Plusieurs pays d’Afrique de l’Ouest ont amélioré ces dernières années leur cadre juridique en matière de droits économiques des femmes. Mais selon le rapport « Les Femmes, l’Entreprise et le Droit 2026 » de la Banque mondiale, l’application de ces droits reste freinée par des politiques publiques et des institutions encore insuffisantes.
Des avancées juridiques pour les droits économiques des femmes
Dans plusieurs économies d’Afrique de l’Ouest, le droit des femmes à participer pleinement à l’activité économique s’est progressivement renforcé. Les réformes adoptées ces dernières années ont contribué à améliorer le cadre juridique encadrant l’accès des femmes au travail, à l’entrepreneuriat ou encore à certaines protections économiques.
Selon le rapport Les Femmes, l’Entreprise et le Droit 2026 publié par la Banque mondiale, certains pays de la région se distinguent par un cadre juridique relativement favorable aux droits économiques des femmes. Le Togo (79,33) et la Côte d’Ivoire (78,25) figurent ainsi parmi les économies les mieux classées en Afrique de l’Ouest sur cet indicateur. Ils devancent notamment le Bénin (67,60) et le Burkina Faso (67,40), tandis que le Nigeria (51,10) et le Mali (50,33) présentent des scores plus faibles.

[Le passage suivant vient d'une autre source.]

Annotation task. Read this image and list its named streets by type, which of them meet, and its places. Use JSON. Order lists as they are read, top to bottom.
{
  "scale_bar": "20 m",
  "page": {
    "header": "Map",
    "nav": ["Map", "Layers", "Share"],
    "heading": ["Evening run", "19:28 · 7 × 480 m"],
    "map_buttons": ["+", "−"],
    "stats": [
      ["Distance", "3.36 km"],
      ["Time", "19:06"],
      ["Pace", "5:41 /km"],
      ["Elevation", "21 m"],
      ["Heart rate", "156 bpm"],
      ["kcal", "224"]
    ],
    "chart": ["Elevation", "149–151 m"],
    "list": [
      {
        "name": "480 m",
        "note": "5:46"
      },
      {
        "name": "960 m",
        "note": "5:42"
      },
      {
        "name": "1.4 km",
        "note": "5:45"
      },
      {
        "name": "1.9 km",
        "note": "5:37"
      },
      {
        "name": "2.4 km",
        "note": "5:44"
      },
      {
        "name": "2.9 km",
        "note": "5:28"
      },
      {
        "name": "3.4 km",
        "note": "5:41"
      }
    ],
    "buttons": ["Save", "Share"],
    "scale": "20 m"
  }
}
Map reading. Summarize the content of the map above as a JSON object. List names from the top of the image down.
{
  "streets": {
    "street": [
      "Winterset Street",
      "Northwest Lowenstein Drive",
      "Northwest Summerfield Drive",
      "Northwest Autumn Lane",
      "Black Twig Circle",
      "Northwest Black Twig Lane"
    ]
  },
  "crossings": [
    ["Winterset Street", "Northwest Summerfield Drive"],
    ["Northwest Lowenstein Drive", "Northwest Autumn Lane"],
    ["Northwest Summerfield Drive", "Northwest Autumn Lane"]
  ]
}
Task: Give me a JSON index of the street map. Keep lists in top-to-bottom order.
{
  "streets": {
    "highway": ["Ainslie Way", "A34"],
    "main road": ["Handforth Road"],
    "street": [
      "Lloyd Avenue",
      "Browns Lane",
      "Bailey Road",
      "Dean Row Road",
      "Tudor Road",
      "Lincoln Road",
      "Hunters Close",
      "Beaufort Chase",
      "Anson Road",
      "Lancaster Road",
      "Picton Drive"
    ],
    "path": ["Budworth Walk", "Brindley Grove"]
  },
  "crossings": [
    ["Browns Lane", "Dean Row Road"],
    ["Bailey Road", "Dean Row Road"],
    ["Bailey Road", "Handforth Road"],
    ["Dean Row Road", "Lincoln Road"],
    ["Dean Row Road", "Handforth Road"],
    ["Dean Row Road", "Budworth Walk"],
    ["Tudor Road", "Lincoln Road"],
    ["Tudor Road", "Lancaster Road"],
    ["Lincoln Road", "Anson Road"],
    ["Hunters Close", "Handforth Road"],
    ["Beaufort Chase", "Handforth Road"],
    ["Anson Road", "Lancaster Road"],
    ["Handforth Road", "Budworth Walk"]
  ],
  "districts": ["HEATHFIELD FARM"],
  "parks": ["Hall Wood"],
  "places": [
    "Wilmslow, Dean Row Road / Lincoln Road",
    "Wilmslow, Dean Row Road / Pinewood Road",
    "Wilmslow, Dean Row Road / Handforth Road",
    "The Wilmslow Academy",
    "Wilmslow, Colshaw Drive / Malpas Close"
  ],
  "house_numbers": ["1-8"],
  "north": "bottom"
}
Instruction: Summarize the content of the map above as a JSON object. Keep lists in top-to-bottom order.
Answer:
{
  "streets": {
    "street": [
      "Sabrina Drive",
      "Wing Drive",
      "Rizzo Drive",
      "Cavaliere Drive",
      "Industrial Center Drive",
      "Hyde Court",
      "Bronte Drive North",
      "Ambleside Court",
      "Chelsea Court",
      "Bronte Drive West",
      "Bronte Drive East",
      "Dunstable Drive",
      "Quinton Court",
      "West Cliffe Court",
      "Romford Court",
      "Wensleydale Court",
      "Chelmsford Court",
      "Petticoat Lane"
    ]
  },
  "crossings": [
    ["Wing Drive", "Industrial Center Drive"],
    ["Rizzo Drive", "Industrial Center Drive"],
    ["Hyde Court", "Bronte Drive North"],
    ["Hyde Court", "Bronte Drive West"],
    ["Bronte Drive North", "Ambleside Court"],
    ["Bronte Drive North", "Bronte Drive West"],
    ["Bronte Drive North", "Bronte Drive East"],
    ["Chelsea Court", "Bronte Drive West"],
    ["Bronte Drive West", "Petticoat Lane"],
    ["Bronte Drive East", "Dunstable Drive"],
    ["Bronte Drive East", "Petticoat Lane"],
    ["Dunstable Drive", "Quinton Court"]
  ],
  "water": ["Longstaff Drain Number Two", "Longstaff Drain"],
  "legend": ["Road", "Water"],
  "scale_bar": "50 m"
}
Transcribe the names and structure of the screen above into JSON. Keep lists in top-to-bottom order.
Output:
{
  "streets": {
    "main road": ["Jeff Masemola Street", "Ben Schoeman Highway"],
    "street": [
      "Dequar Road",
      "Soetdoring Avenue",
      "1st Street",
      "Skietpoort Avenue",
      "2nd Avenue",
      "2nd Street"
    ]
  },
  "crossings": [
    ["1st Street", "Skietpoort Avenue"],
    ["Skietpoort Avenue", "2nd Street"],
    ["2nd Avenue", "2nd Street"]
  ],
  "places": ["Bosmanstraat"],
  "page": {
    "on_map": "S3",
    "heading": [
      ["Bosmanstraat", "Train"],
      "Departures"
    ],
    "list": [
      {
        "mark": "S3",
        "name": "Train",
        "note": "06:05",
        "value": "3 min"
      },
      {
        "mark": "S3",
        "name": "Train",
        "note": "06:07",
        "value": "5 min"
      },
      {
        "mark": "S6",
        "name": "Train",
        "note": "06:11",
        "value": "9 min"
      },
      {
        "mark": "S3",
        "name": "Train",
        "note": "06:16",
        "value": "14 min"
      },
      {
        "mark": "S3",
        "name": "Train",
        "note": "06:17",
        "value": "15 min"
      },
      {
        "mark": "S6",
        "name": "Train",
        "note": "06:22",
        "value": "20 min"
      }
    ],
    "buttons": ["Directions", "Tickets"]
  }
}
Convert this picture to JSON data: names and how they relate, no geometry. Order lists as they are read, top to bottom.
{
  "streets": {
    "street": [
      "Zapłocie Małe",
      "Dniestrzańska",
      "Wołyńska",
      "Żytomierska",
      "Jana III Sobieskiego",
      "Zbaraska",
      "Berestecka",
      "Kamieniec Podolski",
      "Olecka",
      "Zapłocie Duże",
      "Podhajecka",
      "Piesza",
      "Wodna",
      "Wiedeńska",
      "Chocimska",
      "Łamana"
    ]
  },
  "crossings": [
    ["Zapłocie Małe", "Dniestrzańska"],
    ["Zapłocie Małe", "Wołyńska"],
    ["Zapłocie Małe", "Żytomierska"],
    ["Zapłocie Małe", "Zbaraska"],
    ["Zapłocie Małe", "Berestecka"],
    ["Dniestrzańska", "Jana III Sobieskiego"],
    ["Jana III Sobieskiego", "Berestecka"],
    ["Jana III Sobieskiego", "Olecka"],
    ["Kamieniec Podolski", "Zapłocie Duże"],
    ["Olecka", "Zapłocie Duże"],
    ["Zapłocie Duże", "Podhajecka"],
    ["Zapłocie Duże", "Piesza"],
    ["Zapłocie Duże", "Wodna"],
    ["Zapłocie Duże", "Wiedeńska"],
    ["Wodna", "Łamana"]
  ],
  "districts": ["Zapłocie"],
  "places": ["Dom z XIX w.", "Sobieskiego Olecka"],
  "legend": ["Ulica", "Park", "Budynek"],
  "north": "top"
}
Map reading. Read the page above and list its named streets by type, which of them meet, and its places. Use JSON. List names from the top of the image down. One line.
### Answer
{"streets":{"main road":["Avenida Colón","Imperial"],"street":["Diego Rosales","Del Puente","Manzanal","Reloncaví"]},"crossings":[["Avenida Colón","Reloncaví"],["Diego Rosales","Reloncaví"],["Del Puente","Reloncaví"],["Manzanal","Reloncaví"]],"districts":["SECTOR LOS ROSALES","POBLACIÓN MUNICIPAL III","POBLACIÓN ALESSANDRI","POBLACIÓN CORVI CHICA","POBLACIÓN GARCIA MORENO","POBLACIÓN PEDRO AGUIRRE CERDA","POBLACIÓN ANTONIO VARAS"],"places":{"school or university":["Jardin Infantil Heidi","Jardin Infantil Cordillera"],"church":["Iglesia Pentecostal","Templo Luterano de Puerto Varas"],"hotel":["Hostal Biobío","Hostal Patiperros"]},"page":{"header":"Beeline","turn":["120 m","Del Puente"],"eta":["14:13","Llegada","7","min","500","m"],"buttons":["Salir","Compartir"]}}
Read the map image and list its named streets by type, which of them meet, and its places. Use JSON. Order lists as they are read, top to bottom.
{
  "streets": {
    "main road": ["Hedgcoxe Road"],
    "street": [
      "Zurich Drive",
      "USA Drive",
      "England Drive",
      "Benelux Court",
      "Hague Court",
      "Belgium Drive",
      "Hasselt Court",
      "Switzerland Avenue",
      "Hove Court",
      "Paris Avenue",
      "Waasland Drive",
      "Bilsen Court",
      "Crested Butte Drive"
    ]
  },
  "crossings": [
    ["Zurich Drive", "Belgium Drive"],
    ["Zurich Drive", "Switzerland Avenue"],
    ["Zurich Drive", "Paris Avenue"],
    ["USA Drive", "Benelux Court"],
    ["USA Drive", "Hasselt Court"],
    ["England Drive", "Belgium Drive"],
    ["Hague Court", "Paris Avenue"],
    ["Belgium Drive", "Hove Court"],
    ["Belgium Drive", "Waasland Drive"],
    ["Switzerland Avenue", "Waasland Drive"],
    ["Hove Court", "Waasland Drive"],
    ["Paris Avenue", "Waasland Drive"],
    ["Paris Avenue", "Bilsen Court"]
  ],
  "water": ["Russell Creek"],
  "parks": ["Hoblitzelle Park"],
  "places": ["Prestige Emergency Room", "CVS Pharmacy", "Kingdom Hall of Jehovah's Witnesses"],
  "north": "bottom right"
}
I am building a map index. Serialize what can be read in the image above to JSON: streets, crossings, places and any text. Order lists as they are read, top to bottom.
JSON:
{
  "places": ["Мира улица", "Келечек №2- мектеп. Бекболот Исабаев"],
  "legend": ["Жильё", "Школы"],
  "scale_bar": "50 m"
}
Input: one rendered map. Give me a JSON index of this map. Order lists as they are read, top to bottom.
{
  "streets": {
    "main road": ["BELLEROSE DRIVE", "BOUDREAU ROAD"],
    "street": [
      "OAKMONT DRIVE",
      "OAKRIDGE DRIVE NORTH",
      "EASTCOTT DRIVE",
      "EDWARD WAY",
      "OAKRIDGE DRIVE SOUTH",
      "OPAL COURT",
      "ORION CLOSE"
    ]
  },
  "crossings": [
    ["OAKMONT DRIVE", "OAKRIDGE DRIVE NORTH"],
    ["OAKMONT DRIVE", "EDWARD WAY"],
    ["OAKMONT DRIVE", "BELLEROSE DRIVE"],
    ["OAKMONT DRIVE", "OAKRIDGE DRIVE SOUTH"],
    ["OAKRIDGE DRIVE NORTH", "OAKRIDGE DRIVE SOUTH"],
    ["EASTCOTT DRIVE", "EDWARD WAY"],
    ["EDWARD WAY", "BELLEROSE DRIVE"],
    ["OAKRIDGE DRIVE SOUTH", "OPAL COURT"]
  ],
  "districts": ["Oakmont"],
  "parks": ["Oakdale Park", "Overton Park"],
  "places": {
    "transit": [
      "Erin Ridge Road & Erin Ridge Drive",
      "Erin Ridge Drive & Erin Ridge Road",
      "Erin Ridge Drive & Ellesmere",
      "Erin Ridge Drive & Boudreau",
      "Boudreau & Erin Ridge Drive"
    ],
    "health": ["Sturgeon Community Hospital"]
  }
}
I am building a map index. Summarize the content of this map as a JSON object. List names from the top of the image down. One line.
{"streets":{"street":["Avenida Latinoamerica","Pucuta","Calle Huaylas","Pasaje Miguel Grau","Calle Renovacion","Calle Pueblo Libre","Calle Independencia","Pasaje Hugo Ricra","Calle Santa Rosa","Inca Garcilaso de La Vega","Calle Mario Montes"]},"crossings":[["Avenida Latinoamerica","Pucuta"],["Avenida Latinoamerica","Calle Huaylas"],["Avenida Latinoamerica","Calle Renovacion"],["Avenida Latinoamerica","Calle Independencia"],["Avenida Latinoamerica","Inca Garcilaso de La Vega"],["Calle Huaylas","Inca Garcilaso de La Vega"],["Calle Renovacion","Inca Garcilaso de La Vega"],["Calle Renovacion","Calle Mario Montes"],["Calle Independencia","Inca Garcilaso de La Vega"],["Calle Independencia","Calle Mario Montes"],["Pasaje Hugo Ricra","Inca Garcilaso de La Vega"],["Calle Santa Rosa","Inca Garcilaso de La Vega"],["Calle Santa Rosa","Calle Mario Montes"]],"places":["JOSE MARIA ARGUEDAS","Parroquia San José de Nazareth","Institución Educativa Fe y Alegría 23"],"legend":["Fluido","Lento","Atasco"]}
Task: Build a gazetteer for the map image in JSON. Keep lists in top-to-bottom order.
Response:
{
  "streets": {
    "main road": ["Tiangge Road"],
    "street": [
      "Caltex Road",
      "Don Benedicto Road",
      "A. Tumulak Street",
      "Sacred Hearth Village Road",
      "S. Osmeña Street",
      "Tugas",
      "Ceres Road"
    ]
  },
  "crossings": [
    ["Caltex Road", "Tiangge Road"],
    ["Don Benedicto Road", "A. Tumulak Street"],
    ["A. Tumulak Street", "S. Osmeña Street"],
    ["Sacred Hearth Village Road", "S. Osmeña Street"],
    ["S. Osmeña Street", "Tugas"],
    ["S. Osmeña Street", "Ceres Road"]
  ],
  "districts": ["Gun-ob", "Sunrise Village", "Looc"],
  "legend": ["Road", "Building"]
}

Ces résultats témoignent des progrès réalisés dans la reconnaissance légale de l’égalité économique entre les femmes et les hommes. Dans plusieurs pays de la région, les lois garantissent désormais davantage de droits aux femmes en matière d’emploi, d’accès à certaines professions ou encore de création d’entreprise.
Un déficit d’institutions pour appliquer les droits des femmes
Le rapport souligne également un décalage important entre les avancées juridiques et leur mise en œuvre effective. Les cadres d’appui, qui mesurent l’existence de politiques publiques, d’institutions et de programmes destinés à faciliter l’exercice des droits économiques des femmes, restent particulièrement faibles dans plusieurs économies ouest-africaines.
En Côte d’Ivoire, par exemple, le score des cadres d’appui atteint 32,92, tandis qu’au Sénégal il s’établit à 26,55. Ces niveaux traduisent les limites des dispositifs institutionnels permettant aux femmes de transformer leurs droits économiques en opportunités concrètes dans l’économie formelle.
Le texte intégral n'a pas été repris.